So this Robert Birrell guy was clearly a nerd of the highest order, and for his Master’s thesis, he actually built one of these things. The essay I read is a description of how it was built. It does contain a section of the Lovecraftian origin of the shape’s name, but math isn’t my strong point, and most of the document went completely over my head. I wanted to do a blog post about Yog-Sothoth, but the paper I had read didn’t really give me enough material. Birrell has no internet presence that I could find, but I did find another nerd who had built a model of the small inverted retrosnub isohoohoo. I emailed him and asked if anything eldritch or bizarre occured during its construction, but he didn’t respond. (I want to make it very clear that when I use the word “nerd”, I do so with sincere respect. These are great men.)
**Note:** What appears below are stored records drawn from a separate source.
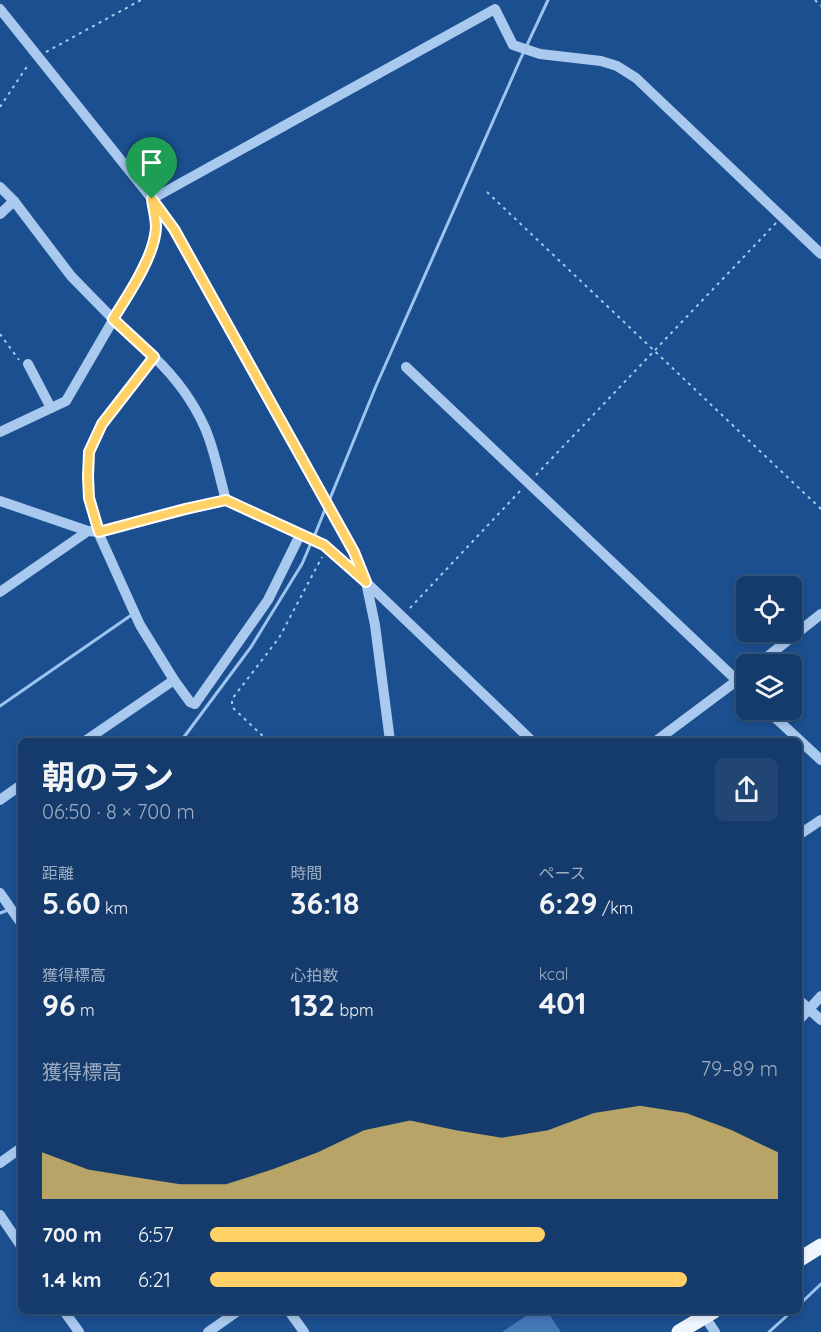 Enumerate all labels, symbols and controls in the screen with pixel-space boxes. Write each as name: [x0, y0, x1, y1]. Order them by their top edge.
pin: [126, 137, 177, 199]
icon: arrive: [135, 146, 168, 179]
map controls: [736, 576, 802, 720]
button: locate: [736, 576, 802, 642]
button: layers: [736, 654, 802, 720]
text: 朝のラン: [42, 756, 174, 797]
button: share: [715, 758, 778, 821]
text: 06:50 · 8 × 700 m: [42, 799, 195, 824]
text: 距離: [42, 863, 74, 883]
text: 時間: [290, 863, 322, 883]
text: ペース: [539, 863, 586, 883]
text: 5.60: [42, 884, 101, 922]
text: 36:18: [290, 884, 359, 922]
text: 6:29: [539, 884, 598, 922]
text: km: [101, 898, 128, 918]
text: /km: [598, 898, 633, 918]
text: kcal: [539, 964, 569, 984]
text: 獲得標高: [42, 965, 106, 985]
text: 心拍数: [290, 965, 338, 985]
text: 401: [539, 984, 586, 1022]
text: 96: [42, 986, 76, 1024]
text: 132: [290, 986, 335, 1024]
text: m: [76, 1000, 95, 1020]
text: bpm: [335, 1000, 374, 1020]
text: 79–89 m: [701, 1056, 778, 1081]
text: 獲得標高: [42, 1059, 122, 1084]
text: 700 m: [42, 1222, 102, 1247]
text: 6:57: [138, 1222, 174, 1247]
text: 1.4 km: [42, 1267, 101, 1292]
text: 6:21: [138, 1267, 171, 1292]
I went looking for more Yog-Sothothery, but most of the books containing that name in the title are manuals for role playing games. I came across references to a grimoire named Liber Yog-Sothoth, but only a few copies were ever printed. The author, John Coughlin uploaded a pdf version of the central rite of the text, and that is freely available online. I read through it, and in honesty, it seemed as incomprehensible to me as the paper on geometry. The description of the rite is mostly limited to its script, and although I now know the basic steps of the ritual, I’m not really sure of the purpose behind it. The idea of summoning Yog-Sothoth is pretty cool, but what am I going to do with him when he shows up?

K’aem’nhi kh’rn K’aem’nhi kh’r K’aem’nhi kh’rmnu.
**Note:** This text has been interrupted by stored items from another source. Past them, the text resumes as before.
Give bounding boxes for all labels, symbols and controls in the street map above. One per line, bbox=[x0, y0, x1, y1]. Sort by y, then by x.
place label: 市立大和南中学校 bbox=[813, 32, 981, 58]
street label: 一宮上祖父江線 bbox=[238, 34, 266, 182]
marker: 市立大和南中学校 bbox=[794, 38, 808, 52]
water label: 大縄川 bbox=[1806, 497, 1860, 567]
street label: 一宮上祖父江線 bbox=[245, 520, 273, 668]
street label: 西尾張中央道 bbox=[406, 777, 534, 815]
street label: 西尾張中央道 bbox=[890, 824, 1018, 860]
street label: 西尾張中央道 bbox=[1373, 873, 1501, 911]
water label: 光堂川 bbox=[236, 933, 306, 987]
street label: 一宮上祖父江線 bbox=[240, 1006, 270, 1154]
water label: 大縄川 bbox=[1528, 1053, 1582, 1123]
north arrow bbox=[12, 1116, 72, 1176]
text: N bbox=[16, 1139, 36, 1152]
I was intrigued by this bizarre text, and I decided to further investigate the author. I found that he had written another book on Lovecraftian magic, and although physical copies are equally as scare, a pdf of this one, A Cthulhian Grimoire of Dream Work, was floating around online. I had to read it.
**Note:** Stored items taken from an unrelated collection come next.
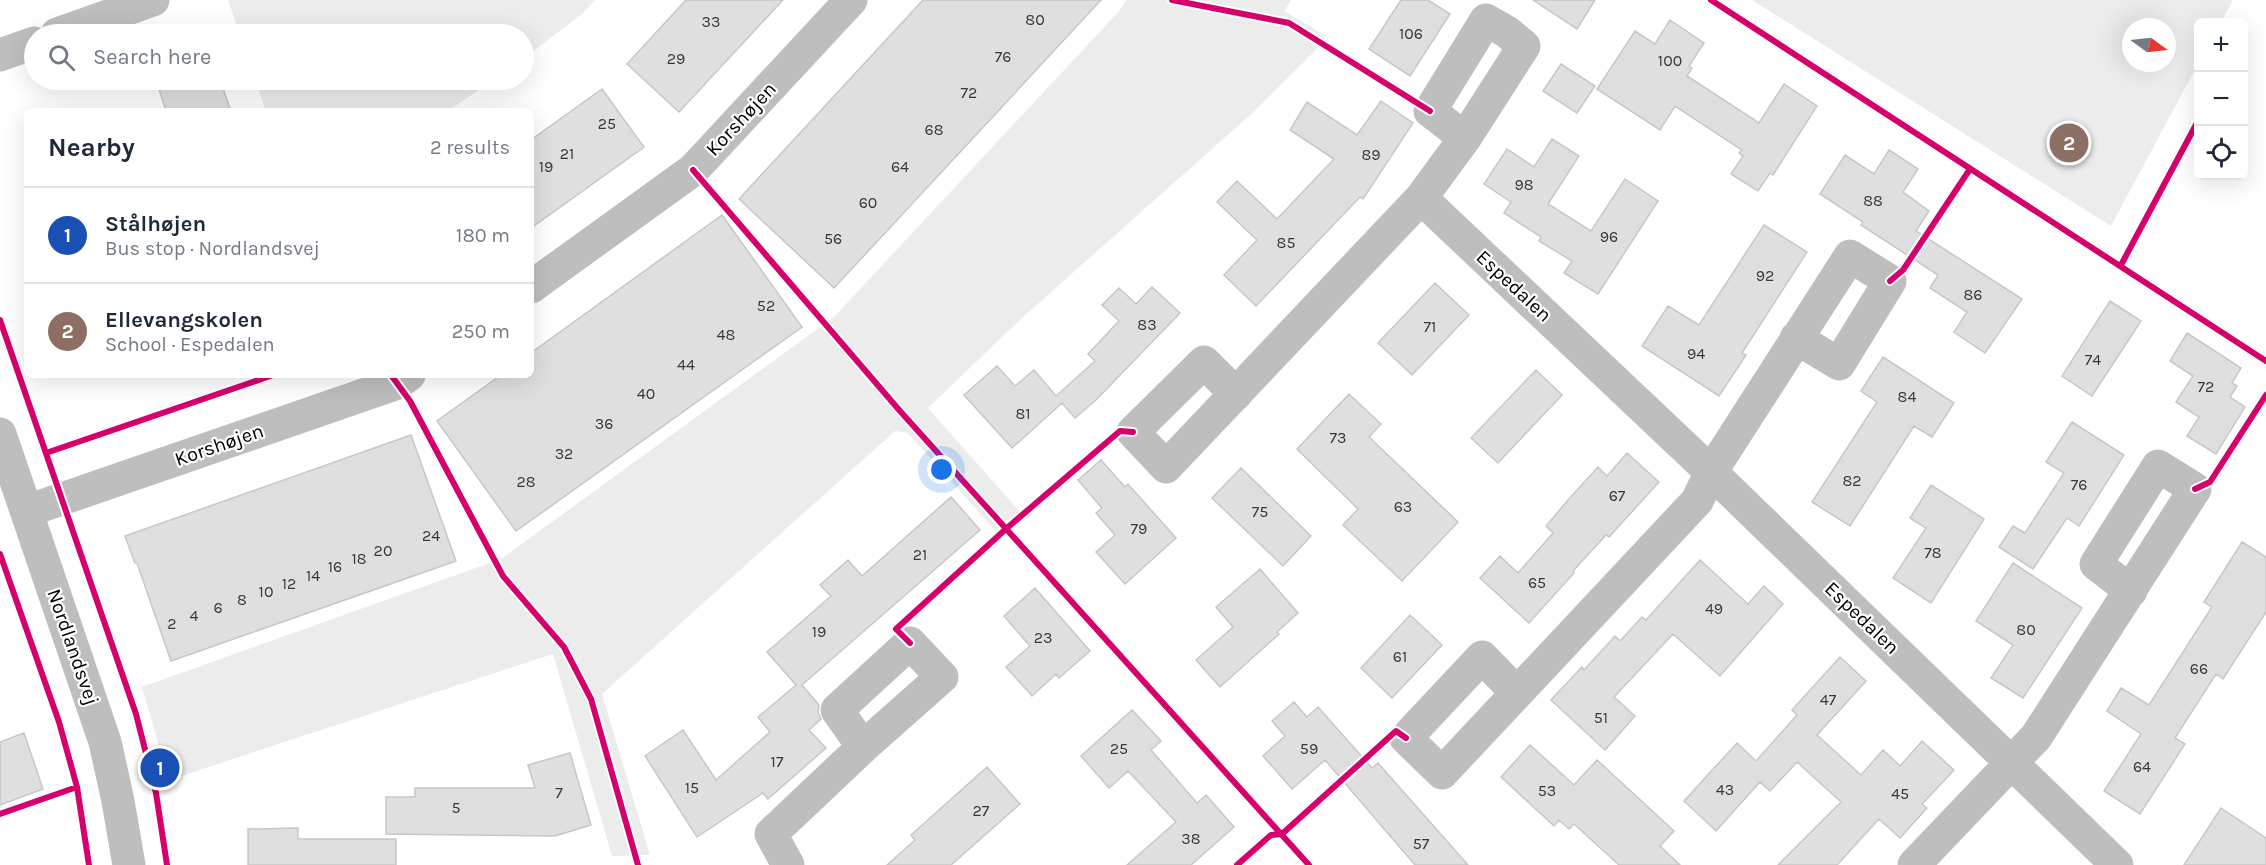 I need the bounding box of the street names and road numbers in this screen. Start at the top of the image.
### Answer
street label: Korshøjen [701,77,781,161]
street label: Espedalen [1472,245,1556,327]
street label: Korshøjen [172,419,266,471]
street label: Espedalen [1820,577,1904,659]
street label: Nordlandsvej [42,586,104,708]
A Cthulhian Grimoire of Dream Work

Waning Moon Publications – 2006

Last year, I read a grimoire called Gravelording. It was a bizarre book that described how a person would bring themselves closer to death so that they would have any easier time speaking to spirits in a graveyard. It was ludicrously silly, and it wasn’t until after finishing the book that I realised it was inspired by a novel written for children. The basic idea was that to communicate with dead people, you first have to almost kill yourself by starving yourself and going without sleep. I was reminded of this book when I started reading Coughlin’s A Cthulhian Grimoire of Dream Work because Coughlin’s work gives almost the exact opposite advice.

The first section in the book outlines the Rite of Cthulhu. It’s pretty cool. I like the idea of shrieking “Cthulhu Fhtagn!” in a cave with my mates, but this rite is only supplementary to the rest of the book. The remainder is essentially a manual on how to induce lucid dreams. You could do the rite of Cthulhu if you wanted to try to point your dreams in a certain direction, but you could also skip it completely. In the next section, Coughlin advises the prospective dream voyager to tidy their room, drink some herbal tea, do a little stretching and to avoid television, caffeine and strenuous exercise before bedtime. This guy wants you to have a good night’s sleep! I was reading this just before going to bed too, so I was very appreciative of the author’s very good advice. I did a bit of snooping online about this guy, and he seems like a nice, good person. This suspicion was confirmed when I emailed him and received a prompt and polite reply.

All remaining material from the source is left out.